Requirement: Look through the records below for lines containing the string "Bruggspergerstraße", and report how many there are, nothing else.
+ + + + + + +
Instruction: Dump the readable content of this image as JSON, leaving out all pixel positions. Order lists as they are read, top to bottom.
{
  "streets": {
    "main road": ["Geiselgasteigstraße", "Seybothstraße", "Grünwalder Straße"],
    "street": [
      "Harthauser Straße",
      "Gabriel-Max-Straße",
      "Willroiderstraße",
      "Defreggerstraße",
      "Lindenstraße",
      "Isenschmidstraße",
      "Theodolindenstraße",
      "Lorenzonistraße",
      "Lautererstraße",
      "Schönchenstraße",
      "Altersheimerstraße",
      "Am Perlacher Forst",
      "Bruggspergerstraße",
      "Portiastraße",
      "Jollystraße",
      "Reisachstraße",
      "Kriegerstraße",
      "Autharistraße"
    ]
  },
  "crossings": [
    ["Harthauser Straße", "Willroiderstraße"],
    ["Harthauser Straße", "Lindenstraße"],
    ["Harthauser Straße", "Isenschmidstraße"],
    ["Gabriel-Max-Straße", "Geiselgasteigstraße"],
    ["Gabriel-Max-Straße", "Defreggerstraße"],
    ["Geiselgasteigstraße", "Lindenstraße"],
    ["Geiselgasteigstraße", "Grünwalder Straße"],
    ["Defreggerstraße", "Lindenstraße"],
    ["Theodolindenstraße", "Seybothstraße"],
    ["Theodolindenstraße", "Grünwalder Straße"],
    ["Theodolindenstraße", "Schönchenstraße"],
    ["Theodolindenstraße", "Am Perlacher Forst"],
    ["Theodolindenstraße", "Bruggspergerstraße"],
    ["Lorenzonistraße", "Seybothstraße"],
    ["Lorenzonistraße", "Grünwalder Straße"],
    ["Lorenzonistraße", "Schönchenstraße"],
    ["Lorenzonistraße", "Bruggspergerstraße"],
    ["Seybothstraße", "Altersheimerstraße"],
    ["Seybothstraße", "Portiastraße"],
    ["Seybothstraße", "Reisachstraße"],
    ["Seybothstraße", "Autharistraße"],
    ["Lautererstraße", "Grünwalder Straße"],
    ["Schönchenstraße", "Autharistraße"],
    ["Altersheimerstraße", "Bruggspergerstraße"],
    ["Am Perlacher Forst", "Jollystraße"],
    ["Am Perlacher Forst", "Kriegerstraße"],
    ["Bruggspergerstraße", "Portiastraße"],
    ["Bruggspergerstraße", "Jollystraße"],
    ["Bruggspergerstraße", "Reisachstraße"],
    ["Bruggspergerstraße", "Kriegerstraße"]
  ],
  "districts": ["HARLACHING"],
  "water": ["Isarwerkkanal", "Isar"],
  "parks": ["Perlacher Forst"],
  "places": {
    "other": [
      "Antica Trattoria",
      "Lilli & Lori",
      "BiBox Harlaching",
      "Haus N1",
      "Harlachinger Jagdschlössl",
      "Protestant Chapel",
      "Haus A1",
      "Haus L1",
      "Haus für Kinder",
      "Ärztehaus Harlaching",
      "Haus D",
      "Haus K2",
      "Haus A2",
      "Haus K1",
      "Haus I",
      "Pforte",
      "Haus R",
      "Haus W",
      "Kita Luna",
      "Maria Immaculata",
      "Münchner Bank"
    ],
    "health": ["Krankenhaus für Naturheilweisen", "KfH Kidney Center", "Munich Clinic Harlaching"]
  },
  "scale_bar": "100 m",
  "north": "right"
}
+ + + + + + +
Written response: 8